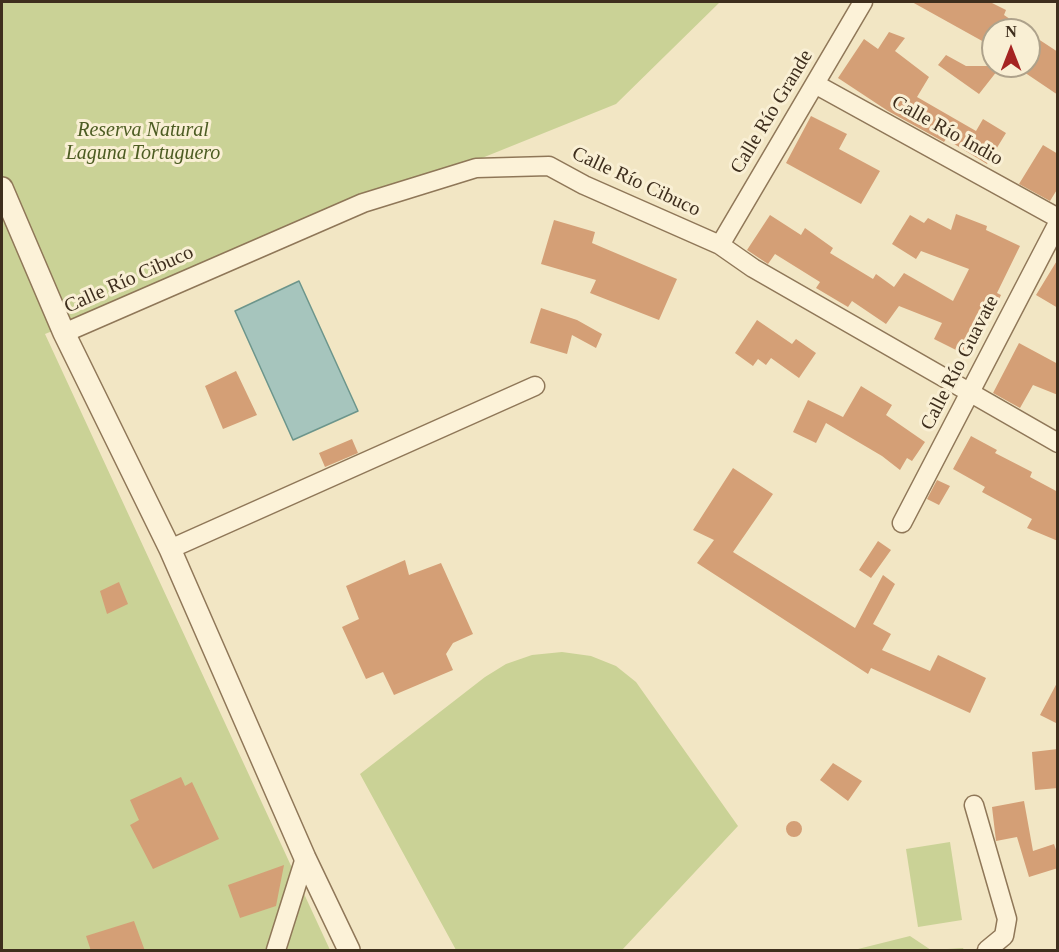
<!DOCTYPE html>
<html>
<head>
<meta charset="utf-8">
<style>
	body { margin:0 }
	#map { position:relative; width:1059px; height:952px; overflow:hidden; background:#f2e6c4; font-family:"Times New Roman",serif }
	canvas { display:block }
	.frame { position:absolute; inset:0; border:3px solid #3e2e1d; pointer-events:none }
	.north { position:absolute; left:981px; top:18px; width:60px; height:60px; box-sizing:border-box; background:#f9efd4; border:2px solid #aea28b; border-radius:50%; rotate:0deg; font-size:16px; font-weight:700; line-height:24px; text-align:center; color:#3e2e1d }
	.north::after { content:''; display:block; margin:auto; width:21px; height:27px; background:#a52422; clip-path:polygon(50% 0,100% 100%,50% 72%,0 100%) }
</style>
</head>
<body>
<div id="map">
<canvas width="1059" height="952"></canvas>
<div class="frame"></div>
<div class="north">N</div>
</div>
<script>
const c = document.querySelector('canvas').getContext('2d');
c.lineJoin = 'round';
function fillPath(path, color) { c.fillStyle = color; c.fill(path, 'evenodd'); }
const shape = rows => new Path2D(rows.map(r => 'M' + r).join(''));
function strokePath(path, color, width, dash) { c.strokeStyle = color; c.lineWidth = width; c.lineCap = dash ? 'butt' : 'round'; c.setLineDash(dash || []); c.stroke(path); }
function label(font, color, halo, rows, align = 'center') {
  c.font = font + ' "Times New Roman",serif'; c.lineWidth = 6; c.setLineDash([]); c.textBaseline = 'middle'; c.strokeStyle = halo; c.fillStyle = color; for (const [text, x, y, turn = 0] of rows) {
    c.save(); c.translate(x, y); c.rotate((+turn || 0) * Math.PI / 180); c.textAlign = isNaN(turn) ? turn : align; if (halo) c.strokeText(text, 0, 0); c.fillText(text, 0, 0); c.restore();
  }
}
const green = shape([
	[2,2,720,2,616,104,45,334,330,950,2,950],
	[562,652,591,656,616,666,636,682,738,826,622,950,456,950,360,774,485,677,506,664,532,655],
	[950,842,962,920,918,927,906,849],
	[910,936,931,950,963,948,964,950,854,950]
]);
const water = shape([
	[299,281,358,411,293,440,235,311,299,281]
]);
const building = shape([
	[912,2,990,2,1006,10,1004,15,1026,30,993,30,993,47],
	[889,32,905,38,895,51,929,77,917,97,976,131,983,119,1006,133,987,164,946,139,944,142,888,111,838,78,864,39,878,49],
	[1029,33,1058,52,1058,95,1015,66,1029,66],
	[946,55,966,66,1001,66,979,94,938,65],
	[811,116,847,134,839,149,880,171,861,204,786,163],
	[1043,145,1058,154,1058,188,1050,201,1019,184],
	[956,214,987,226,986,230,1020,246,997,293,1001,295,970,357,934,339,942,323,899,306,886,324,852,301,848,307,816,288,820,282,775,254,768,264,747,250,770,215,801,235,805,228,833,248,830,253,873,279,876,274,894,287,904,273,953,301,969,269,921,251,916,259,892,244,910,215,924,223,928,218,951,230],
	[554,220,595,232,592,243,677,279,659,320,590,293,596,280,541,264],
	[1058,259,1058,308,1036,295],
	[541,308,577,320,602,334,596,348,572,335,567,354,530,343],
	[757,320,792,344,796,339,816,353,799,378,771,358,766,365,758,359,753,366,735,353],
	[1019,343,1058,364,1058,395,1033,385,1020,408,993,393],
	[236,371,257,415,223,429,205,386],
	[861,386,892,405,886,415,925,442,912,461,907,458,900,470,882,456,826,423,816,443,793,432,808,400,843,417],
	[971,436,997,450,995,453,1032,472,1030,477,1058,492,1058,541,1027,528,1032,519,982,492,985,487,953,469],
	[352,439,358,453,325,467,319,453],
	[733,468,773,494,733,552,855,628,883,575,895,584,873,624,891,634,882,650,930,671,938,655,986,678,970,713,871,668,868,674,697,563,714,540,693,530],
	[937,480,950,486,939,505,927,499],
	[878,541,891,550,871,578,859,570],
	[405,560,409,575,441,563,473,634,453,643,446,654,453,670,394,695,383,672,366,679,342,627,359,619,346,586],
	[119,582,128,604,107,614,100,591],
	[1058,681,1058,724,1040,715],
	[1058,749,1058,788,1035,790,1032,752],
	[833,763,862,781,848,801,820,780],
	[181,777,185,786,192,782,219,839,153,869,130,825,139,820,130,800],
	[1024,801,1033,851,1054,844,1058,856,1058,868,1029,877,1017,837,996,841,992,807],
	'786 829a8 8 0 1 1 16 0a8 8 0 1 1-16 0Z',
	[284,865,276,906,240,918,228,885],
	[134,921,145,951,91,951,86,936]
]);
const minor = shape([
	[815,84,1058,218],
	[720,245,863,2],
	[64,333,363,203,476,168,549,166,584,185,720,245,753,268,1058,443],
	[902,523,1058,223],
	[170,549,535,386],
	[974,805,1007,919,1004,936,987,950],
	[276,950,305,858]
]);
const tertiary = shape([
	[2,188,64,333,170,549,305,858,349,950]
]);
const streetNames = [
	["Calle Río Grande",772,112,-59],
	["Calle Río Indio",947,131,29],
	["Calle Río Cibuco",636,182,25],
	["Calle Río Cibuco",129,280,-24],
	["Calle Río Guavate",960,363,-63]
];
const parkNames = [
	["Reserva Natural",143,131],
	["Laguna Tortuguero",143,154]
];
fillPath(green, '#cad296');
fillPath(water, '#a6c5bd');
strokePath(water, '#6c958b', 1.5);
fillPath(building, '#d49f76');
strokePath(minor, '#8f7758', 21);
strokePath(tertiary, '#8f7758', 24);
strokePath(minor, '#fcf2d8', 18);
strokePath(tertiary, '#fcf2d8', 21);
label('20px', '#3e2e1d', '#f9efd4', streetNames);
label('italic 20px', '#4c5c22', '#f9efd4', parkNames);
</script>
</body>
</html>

__TASK DETAILS__:
Across all the records, find the lines containing the word "strokeStyle" and reproduce each one.

__ANSWER__:
function strokePath(path, color, width, dash) { c.strokeStyle = color; c.lineWidth = width; c.lineCap = dash ? 'butt' : 'round'; c.setLineDash(dash || []); c.stroke(path); }
  c.font = font + ' "Times New Roman",serif'; c.lineWidth = 6; c.setLineDash([]); c.textBaseline = 'middle'; c.strokeStyle = halo; c.fillStyle = color; for (const [text, x, y, turn = 0] of rows) {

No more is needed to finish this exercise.